**Task item:** Which lines have the string "align"? Copy all of them from the entries below.

Collected data:
· · · ·

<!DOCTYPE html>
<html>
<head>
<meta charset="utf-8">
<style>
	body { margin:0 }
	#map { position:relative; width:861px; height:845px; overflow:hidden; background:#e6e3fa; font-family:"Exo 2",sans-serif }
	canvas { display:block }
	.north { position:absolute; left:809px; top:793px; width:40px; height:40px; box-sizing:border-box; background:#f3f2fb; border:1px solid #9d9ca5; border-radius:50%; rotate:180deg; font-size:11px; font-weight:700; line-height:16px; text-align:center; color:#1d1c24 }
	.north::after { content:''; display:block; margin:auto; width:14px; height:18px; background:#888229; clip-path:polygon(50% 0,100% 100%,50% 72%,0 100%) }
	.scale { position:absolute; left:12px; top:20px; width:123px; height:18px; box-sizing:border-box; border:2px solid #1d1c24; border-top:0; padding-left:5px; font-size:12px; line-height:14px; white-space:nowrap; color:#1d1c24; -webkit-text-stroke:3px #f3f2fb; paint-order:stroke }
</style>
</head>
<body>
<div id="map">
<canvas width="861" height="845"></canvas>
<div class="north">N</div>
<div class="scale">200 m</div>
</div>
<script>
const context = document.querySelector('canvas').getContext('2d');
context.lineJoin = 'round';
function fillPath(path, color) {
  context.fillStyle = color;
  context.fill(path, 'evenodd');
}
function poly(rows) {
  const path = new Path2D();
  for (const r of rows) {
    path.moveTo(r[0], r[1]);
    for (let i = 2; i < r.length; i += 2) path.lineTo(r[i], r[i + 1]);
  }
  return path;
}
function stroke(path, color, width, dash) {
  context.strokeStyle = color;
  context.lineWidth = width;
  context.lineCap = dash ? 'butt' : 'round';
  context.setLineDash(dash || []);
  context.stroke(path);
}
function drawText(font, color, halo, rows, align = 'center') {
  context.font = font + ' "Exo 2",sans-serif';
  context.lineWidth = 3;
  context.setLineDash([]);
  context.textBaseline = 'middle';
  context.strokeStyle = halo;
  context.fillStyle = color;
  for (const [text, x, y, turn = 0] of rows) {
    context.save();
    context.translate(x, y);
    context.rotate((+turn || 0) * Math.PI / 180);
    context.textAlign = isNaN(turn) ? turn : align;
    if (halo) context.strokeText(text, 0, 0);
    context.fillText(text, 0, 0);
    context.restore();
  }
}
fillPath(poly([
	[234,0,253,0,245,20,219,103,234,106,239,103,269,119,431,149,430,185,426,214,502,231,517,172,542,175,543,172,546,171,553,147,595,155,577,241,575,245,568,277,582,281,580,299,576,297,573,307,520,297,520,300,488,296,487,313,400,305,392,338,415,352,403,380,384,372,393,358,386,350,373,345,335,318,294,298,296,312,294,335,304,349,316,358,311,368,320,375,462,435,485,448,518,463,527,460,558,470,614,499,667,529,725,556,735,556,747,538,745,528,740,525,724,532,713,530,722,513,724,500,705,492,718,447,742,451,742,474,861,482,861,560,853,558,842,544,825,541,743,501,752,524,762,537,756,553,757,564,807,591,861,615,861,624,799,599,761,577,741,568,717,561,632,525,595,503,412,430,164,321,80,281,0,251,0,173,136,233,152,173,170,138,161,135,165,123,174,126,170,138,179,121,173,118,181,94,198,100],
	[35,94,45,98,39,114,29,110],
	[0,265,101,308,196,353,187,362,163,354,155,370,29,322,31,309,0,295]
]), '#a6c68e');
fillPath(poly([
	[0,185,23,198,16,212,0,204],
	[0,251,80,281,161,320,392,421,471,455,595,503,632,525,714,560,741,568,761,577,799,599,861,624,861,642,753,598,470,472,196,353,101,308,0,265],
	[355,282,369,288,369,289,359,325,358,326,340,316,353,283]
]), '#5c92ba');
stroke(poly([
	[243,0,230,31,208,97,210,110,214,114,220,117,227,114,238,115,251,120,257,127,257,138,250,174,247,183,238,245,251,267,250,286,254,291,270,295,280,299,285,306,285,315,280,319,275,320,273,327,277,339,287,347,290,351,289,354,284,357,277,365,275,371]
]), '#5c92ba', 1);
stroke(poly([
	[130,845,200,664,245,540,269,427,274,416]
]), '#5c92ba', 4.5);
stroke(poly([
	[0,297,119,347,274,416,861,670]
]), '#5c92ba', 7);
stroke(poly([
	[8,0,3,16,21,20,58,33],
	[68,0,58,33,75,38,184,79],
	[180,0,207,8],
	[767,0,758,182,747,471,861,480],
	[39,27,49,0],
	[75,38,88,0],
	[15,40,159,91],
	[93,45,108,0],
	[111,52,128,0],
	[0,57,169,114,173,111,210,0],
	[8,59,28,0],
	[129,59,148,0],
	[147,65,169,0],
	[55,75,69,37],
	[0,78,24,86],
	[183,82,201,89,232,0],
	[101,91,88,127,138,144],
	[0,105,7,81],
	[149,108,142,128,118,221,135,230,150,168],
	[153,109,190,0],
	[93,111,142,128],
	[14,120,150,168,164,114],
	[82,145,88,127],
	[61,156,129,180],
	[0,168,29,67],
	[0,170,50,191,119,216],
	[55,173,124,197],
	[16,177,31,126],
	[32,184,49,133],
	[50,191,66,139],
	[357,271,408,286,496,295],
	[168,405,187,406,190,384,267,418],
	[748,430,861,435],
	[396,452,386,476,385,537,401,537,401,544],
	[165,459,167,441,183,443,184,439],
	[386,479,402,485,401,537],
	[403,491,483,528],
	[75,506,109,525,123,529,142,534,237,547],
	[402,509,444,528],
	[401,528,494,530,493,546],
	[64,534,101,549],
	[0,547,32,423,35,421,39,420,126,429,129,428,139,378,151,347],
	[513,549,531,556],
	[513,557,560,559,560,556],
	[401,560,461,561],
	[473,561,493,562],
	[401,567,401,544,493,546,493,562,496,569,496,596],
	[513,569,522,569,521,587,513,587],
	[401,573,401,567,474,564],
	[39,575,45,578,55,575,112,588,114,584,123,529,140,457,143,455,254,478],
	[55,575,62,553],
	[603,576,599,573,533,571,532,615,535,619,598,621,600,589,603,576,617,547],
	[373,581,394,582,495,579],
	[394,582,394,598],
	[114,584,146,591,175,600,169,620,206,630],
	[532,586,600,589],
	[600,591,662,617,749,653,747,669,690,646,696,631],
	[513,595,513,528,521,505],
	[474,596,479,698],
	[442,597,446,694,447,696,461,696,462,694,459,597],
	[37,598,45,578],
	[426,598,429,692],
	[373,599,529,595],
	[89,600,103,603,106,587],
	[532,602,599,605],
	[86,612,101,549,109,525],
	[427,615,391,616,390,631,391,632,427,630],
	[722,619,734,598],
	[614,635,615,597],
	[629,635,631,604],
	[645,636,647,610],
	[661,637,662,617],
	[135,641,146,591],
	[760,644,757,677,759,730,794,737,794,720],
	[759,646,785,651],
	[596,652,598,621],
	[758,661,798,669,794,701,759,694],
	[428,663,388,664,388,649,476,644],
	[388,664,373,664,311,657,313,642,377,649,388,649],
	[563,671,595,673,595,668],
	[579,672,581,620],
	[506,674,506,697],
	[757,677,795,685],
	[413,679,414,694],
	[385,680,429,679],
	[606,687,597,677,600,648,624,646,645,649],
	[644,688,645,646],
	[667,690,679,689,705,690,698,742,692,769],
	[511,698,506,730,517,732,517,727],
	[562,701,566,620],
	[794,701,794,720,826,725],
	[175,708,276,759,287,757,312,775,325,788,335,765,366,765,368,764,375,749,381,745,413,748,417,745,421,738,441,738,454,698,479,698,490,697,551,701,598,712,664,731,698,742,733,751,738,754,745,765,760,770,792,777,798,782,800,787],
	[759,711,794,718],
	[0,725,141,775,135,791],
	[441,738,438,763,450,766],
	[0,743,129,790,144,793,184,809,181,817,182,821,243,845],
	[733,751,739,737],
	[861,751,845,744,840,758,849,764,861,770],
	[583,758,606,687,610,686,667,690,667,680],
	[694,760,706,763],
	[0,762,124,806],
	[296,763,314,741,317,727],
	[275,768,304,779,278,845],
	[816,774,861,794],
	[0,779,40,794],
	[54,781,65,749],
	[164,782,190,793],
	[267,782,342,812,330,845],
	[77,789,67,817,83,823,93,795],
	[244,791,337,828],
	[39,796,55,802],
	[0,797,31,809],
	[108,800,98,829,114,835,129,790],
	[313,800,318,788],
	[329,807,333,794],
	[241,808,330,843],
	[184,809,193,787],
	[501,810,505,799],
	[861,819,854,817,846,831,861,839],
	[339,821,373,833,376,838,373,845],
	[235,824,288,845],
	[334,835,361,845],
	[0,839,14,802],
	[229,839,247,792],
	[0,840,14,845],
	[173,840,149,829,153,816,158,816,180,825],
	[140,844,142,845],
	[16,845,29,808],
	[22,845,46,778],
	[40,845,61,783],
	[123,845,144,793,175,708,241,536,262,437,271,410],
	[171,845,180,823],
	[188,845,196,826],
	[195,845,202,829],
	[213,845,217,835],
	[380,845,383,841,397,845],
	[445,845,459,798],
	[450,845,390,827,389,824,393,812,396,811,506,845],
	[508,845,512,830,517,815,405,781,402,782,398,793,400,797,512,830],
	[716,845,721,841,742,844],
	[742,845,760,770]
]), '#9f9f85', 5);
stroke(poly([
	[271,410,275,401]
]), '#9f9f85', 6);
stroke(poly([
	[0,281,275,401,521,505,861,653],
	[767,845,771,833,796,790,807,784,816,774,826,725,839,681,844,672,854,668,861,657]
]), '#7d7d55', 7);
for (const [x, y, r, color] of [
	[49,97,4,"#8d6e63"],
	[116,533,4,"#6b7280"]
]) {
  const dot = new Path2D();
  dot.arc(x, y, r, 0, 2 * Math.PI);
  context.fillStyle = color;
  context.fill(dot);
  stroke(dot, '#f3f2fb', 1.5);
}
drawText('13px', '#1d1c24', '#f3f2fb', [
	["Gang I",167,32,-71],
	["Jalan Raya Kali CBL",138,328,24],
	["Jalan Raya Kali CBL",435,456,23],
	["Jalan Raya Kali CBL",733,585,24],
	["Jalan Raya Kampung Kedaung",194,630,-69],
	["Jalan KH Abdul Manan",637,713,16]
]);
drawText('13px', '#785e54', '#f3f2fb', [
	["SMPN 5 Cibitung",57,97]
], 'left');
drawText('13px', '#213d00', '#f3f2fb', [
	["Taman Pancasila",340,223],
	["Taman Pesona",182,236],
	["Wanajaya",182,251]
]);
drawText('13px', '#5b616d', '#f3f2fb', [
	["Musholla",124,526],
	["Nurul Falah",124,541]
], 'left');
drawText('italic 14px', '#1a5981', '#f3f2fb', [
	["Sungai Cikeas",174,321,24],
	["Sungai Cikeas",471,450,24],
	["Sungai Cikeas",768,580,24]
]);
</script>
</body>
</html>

· · · ·

**Response to this task:**
	.north { position:absolute; left:809px; top:793px; width:40px; height:40px; box-sizing:border-box; background:#f3f2fb; border:1px solid #9d9ca5; border-radius:50%; rotate:180deg; font-size:11px; font-weight:700; line-height:16px; text-align:center; color:#1d1c24 }
function drawText(font, color, halo, rows, align = 'center') {
    context.textAlign = isNaN(turn) ? turn : align;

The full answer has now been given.